Return a copy of every line in the data below that contains "button".

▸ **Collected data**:

++++++++++

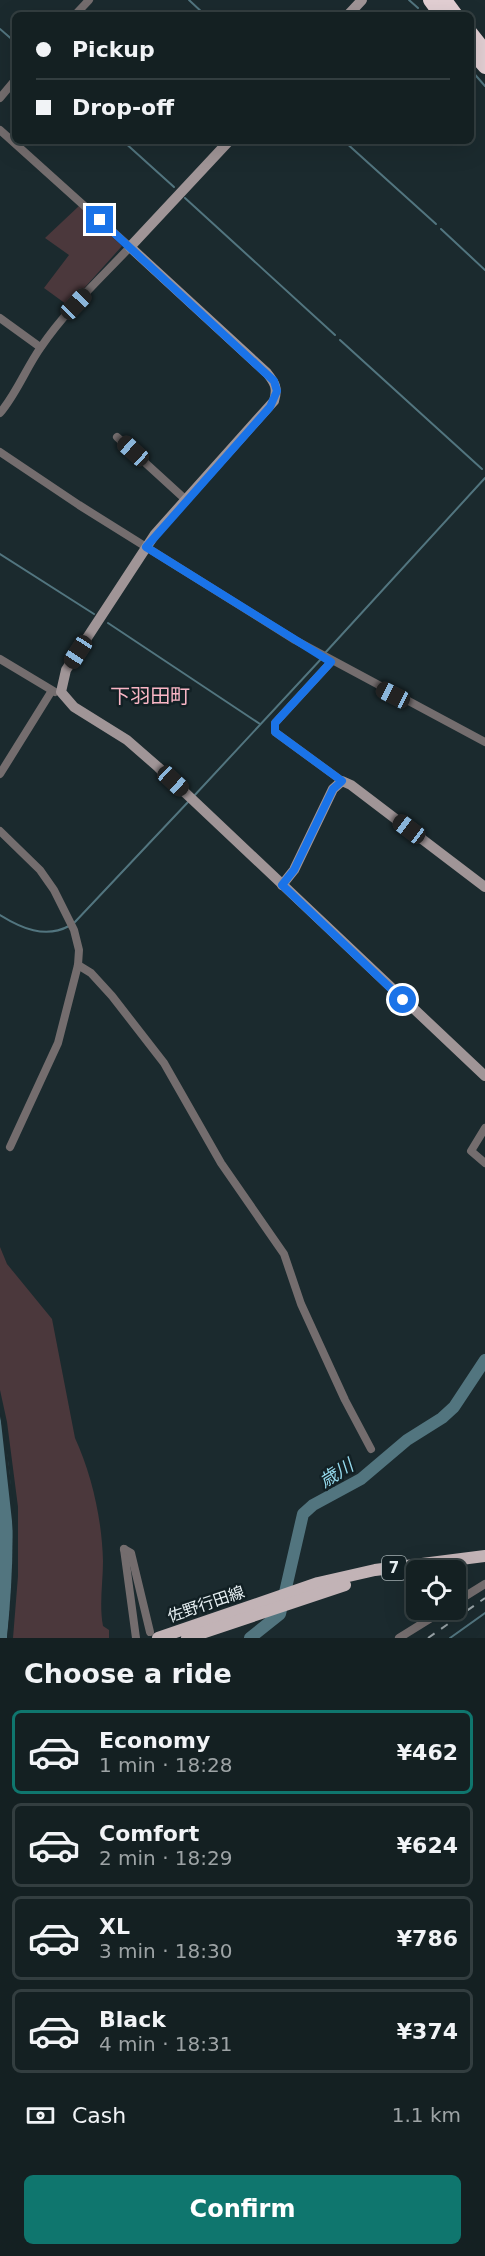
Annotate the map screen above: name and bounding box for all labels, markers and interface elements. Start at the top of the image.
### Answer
text: Pickup [72,37,155,62]
text: Drop-off [72,95,174,120]
route end [86,206,113,233]
car [57,285,95,323]
car [114,432,152,470]
car [61,632,95,672]
car [373,679,413,711]
district label: 下羽田町 [110,684,190,708]
car [154,762,192,800]
car [389,811,429,847]
route start [389,986,416,1013]
water label: 歳川 [315,1453,359,1491]
road number: 7 [382,1556,406,1580]
map controls [406,1560,466,1620]
button: locate [406,1560,466,1620]
street label: 佐野行田線 [165,1582,247,1626]
text: Choose a ride [24,1658,232,1689]
icon: car [27,1725,81,1779]
text: Economy [99,1728,210,1753]
text: ¥462 [397,1740,458,1765]
text: 1 min · 18:28 [99,1753,233,1777]
icon: car [27,1818,81,1872]
text: Comfort [99,1821,199,1846]
text: ¥624 [397,1833,458,1858]
text: 2 min · 18:29 [99,1846,233,1870]
icon: car [27,1911,81,1965]
text: XL [99,1914,130,1939]
text: ¥786 [397,1926,458,1951]
text: 3 min · 18:30 [99,1939,233,1963]
icon: car [27,2004,81,2058]
text: Black [99,2007,166,2032]
text: ¥374 [397,2019,458,2044]
text: 4 min · 18:31 [99,2032,233,2056]
icon: cash [24,2099,57,2132]
text: Cash [72,2103,126,2128]
text: 1.1 km [392,2103,461,2127]
button: Confirm [24,2175,461,2244]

++++++++++

▸ **WRITTEN RESPONSE**:
button: locate [406,1560,466,1620]
button: Confirm [24,2175,461,2244]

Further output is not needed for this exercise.